ABOUT THIS EXERCISE
Your answer must be a word-for-word copy of the data.

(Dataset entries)
::::

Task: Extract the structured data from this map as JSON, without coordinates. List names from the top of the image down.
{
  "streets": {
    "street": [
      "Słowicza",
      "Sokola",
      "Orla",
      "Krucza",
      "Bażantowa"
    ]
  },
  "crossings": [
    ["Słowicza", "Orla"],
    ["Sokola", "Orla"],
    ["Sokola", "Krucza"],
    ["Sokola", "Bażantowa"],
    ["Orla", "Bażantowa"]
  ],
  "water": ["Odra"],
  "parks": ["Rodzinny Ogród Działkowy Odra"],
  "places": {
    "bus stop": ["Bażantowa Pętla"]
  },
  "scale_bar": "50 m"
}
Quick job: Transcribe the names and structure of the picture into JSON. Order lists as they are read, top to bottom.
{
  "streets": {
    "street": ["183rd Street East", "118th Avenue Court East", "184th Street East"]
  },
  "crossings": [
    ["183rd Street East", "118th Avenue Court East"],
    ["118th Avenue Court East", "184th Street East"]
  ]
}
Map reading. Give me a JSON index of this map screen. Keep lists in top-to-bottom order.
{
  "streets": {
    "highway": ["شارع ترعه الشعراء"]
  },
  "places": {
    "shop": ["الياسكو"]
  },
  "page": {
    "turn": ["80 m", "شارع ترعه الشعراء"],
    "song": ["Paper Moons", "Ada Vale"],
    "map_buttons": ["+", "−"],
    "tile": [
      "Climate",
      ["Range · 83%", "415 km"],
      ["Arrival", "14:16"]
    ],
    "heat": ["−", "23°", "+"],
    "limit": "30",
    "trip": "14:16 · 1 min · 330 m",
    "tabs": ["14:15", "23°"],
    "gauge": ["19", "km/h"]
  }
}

::::

YOUR RESPONSE
Task: Extract the structured data from this map as JSON, without coordinates. List names from the top of the image down.
{
  "streets": {
    "street": [
      "Słowicza",
      "Sokola",
      "Orla",
      "Krucza",
      "Bażantowa"
    ]
  },
  "crossings": [
    ["Słowicza", "Orla"],
    ["Sokola", "Orla"],
    ["Sokola", "Krucza"],
    ["Sokola", "Bażantowa"],
    ["Orla", "Bażantowa"]
  ],
  "water": ["Odra"],
  "parks": ["Rodzinny Ogród Działkowy Odra"],
  "places": {
    "bus stop": ["Bażantowa Pętla"]
  },
  "scale_bar": "50 m"
}
Quick job: Transcribe the names and structure of the picture into JSON. Order lists as they are read, top to bottom.
{
  "streets": {
    "street": ["183rd Street East", "118th Avenue Court East", "184th Street East"]
  },
  "crossings": [
    ["183rd Street East", "118th Avenue Court East"],
    ["118th Avenue Court East", "184th Street East"]
  ]
}
Map reading. Give me a JSON index of this map screen. Keep lists in top-to-bottom order.
{
  "streets": {
    "highway": ["شارع ترعه الشعراء"]
  },
  "places": {
    "shop": ["الياسكو"]
  },
  "page": {
    "turn": ["80 m", "شارع ترعه الشعراء"],
    "song": ["Paper Moons", "Ada Vale"],
    "map_buttons": ["+", "−"],
    "tile": [
      "Climate",
      ["Range · 83%", "415 km"],
      ["Arrival", "14:16"]
    ],
    "heat": ["−", "23°", "+"],
    "limit": "30",
    "trip": "14:16 · 1 min · 330 m",
    "tabs": ["14:15", "23°"],
    "gauge": ["19", "km/h"]
  }
}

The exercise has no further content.